• **ACTIVITY**:
Copy out each line of the listing below that contains the word "minor".

══════════════════════════════

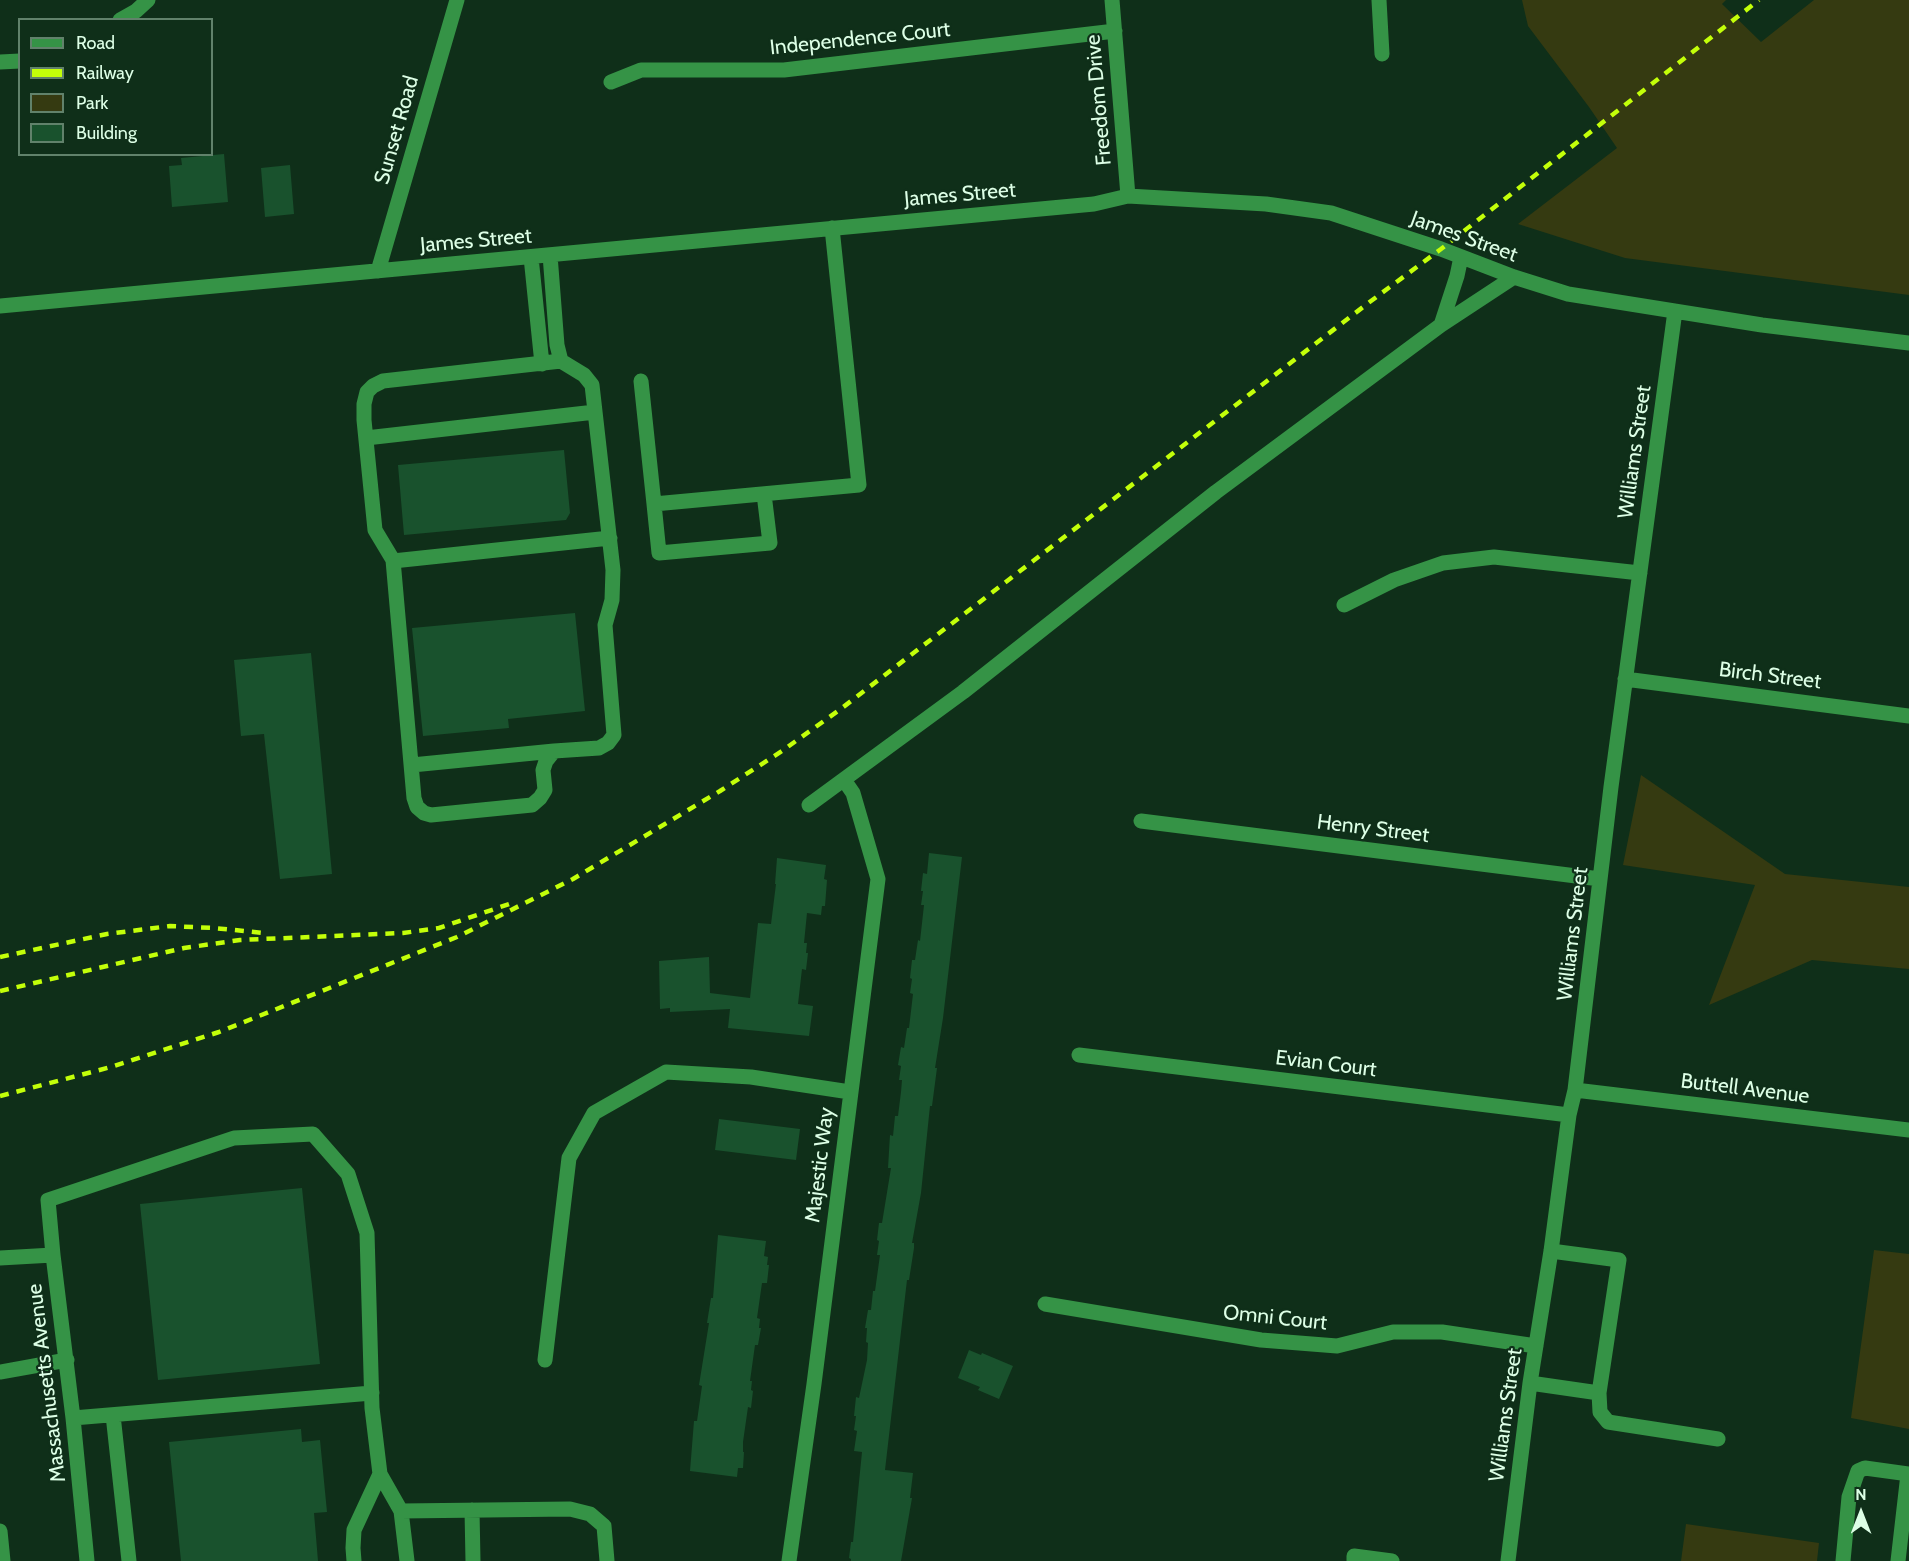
<!DOCTYPE html>
<html>
<head>
<meta charset="utf-8">
<style>
	body { margin:0 }
	#map { position:relative; width:1909px; height:1561px; overflow:hidden; background:#0f2f19; font-family:Cabin,sans-serif }
	canvas { display:block }
	.legend { position:absolute; left:18px; top:18px; width:195px; height:138px; box-sizing:border-box; background:#0f2f19; border:2px solid #61826b; margin:0; padding:8px 10px; list-style:none; font-size:18px; color:#ddffe6 }
	.legend li { display:flex; align-items:center; gap:12px; height:30px }
	.legend b { width:30px; border:2px solid #61826b }
	.north { position:absolute; left:1831px; top:1483px; width:60px; height:60px; -webkit-text-stroke:4px #0f2f19; paint-order:stroke; rotate:0deg; font-size:16px; font-weight:700; line-height:24px; text-align:center; color:#ddffe6 }
	.north::after { content:''; display:block; margin:auto; width:21px; height:27px; background:#ddffe6; clip-path:polygon(50% 0,100% 100%,50% 72%,0 100%) }
</style>
</head>
<body>
<div id="map">
<canvas width="1909" height="1561"></canvas>
<ul class="legend">
<li><b style="height:8px;background:#359346"></b>Road</li>
<li><b style="height:8px;background:#c3ff09"></b>Railway</li>
<li><b style="height:16px;background:#353a11"></b>Park</li>
<li><b style="height:16px;background:#19522d"></b>Building</li>
</ul>
<div class="north">N</div>
</div>
<script>
const g = document.querySelector('canvas').getContext('2d');
g.lineJoin = 'round';
function fill(path, color) { g.fillStyle = color; g.fill(path, 'evenodd'); }
const toPath = rows => new Path2D(rows.map(r => 'M' + r).join(''));
function stroke(path, color, width, dash) { g.strokeStyle = color; g.lineWidth = width; g.lineCap = dash ? 'butt' : 'round'; g.setLineDash(dash || []); g.stroke(path); }
function drawText(font, color, halo, rows, align = 'center') {
  g.font = font + ' Cabin,sans-serif'; g.lineWidth = 4.5; g.setLineDash([]); g.textBaseline = 'middle'; g.strokeStyle = halo; g.fillStyle = color; for (const [text, x, y, turn = 0] of rows) {
    g.save(); g.translate(x, y); g.rotate((+turn || 0) * Math.PI / 180); g.textAlign = isNaN(turn) ? turn : align; if (halo) g.strokeText(text, 0, 0); g.fillText(text, 0, 0); g.restore();
  }
}
const green = toPath([
	[1522,0,1726,0,1722,4,1761,42,1814,0,1909,0,1909,295,1625,258,1518,224,1617,148,1589,107,1528,26],
	[1641,775,1785,874,1909,887,1909,969,1812,960,1709,1005,1755,885,1623,865],
	[1874,1250,1909,1254,1909,1429,1851,1418],
	[1686,1524,1819,1543,1817,1561,1681,1561]
]);
const building = toPath([
	[224,154,228,202,172,207,169,166,182,165,181,158],
	[290,165,294,214,265,217,261,168],
	[564,450,570,513,566,520,404,535,398,465],
	[575,613,585,711,508,719,509,728,423,736,412,628],
	[311,653,332,874,280,879,264,734,241,736,234,660],
	[929,853,962,857,943,1018,935,1068,937,1068,932,1106,930,1106,921,1193,912,1243,914,1243,914,1248,909,1280,907,1280,885,1470,913,1473,910,1498,912,1498,901,1561,851,1561,851,1559,849,1558,851,1542,853,1542,862,1452,854,1451,857,1431,854,1430,856,1416,854,1416,856,1397,859,1398,867,1360,868,1343,866,1342,867,1328,865,1328,868,1310,871,1310,873,1291,875,1291,880,1255,877,1255,879,1241,877,1240,879,1223,882,1223,891,1168,888,1168,890,1135,893,1136,895,1116,898,1116,901,1092,902,1080,899,1080,901,1066,898,1065,901,1047,904,1048,907,1028,909,1028,913,994,910,993,912,979,910,978,912,960,915,960,918,940,920,941,924,905,921,905,923,891,921,891,923,873,927,874],
	[777,858,826,865,824,879,827,880,825,906,822,906,821,915,807,913,804,943,807,943,806,953,808,953,806,970,802,969,798,1004,813,1006,809,1036,728,1028,730,1009,670,1012,670,1008,660,1009,659,961,709,957,710,993,750,998,758,923,771,924,776,884,775,884],
	[719,1119,800,1129,796,1160,715,1150],
	[302,1188,320,1364,158,1380,140,1204],
	[718,1235,766,1241,764,1256,768,1257,767,1265,769,1265,767,1283,762,1283,757,1318,760,1319,759,1328,761,1328,758,1345,755,1345,750,1381,752,1381,751,1390,753,1391,751,1408,748,1407,743,1442,743,1452,744,1452,743,1468,738,1468,737,1477,690,1471,694,1421,697,1421,702,1386,699,1385,709,1323,707,1323,711,1298,713,1298],
	[969,1350,981,1355,982,1353,1013,1366,999,1399,978,1390,980,1387,958,1378],
	[301,1429,302,1442,320,1440,327,1512,314,1513,318,1561,181,1561,169,1442]
]);
const minor = toPath([
	[1112,0,1128,196],
	[1379,0,1382,54],
	[120,20,136,11,148,0],
	[0,62,20,61],
	[611,82,641,70,784,70,1115,31],
	[550,255,557,345,561,361],
	[531,257,542,364],
	[378,271,457,0],
	[0,306,1094,204,1128,196,1266,204,1331,213,1441,249,1514,277,1568,294,1762,325,1909,343],
	[1441,325,1457,276,1461,257],
	[561,361,584,375,592,385,613,570,612,600,605,625,614,735,608,743,599,748,554,751,546,761,543,770,545,790,540,798,532,805,431,815,424,813,417,807,414,798,393,560,375,530,364,420,364,404,367,392,373,386,383,381,561,361],
	[641,381,654,504],
	[366,438,595,412],
	[764,494,770,543,659,553,654,504,859,485,832,228],
	[393,561,610,538],
	[1344,605,1394,580,1443,563,1494,557,1640,573],
	[1625,679,1909,716],
	[412,765,554,751],
	[809,805,963,692,1216,492,1441,325,1514,277],
	[1141,821,1600,879],
	[1079,1055,1569,1115],
	[1575,1090,1909,1130],
	[0,1258,53,1255],
	[1045,1304,1261,1340,1337,1346,1393,1332,1442,1332,1536,1346],
	[545,1360,569,1158,594,1113,666,1072,751,1077,850,1092],
	[0,1372,67,1360],
	[1530,1383,1599,1393,1619,1260,1551,1251],
	[1599,1393,1600,1412,1608,1422,1718,1439],
	[113,1415,129,1561],
	[73,1418,372,1393],
	[472,1510,473,1561],
	[401,1511,570,1509,590,1514,604,1526,607,1561],
	[0,1531,3,1561],
	[87,1561,73,1418,53,1255,48,1200,234,1138,313,1134,348,1174,367,1233,372,1408,380,1474,401,1511,407,1561],
	[354,1561,353,1548,354,1530,380,1474],
	[789,1561,814,1384,878,879,853,793,844,780],
	[1354,1561,1354,1556,1392,1561],
	[1508,1561,1530,1383,1551,1251,1569,1115,1575,1090,1611,787,1675,311],
	[1843,1561,1849,1497,1858,1471,1865,1468,1909,1474],
	[1898,1561,1908,1474]
]);
const rail = toPath([
	[0,957,107,934,170,926,214,928,264,933],
	[0,991,184,948,240,940,403,933,439,928,509,904],
	[0,1096,111,1067,219,1032,457,937,573,879,720,791,782,751,842,708,1367,304,1441,249,1759,0]
]);
const streetNames = [
	["Independence Court",860,39,-6],
	["Freedom Drive",1099,100,-95],
	["Sunset Road",397,130,-74],
	["James Street",960,195,-5],
	["James Street",1464,237,20],
	["James Street",476,241,-5],
	["Williams Street",1635,452,-82],
	["Birch Street",1770,676,7],
	["Henry Street",1373,829,7],
	["Williams Street",1573,934,-83],
	["Evian Court",1326,1064,7],
	["Buttell Avenue",1745,1089,7],
	["Majestic Way",820,1165,-83],
	["Omni Court",1275,1318,6],
	["Massachusetts Avenue",47,1383,-97],
	["Williams Street",1506,1415,-82]
];
fill(green, '#353a11');
fill(building, '#19522d');
stroke(minor, '#359346', 15);
stroke(rail, '#c3ff09', 4.5, [9, 8]);
drawText('21px', '#ddffe6', '#0f2f19', streetNames);
</script>
</body>
</html>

══════════════════════════════

• **RESPONSE**:
const minor = toPath([
stroke(minor, '#359346', 15);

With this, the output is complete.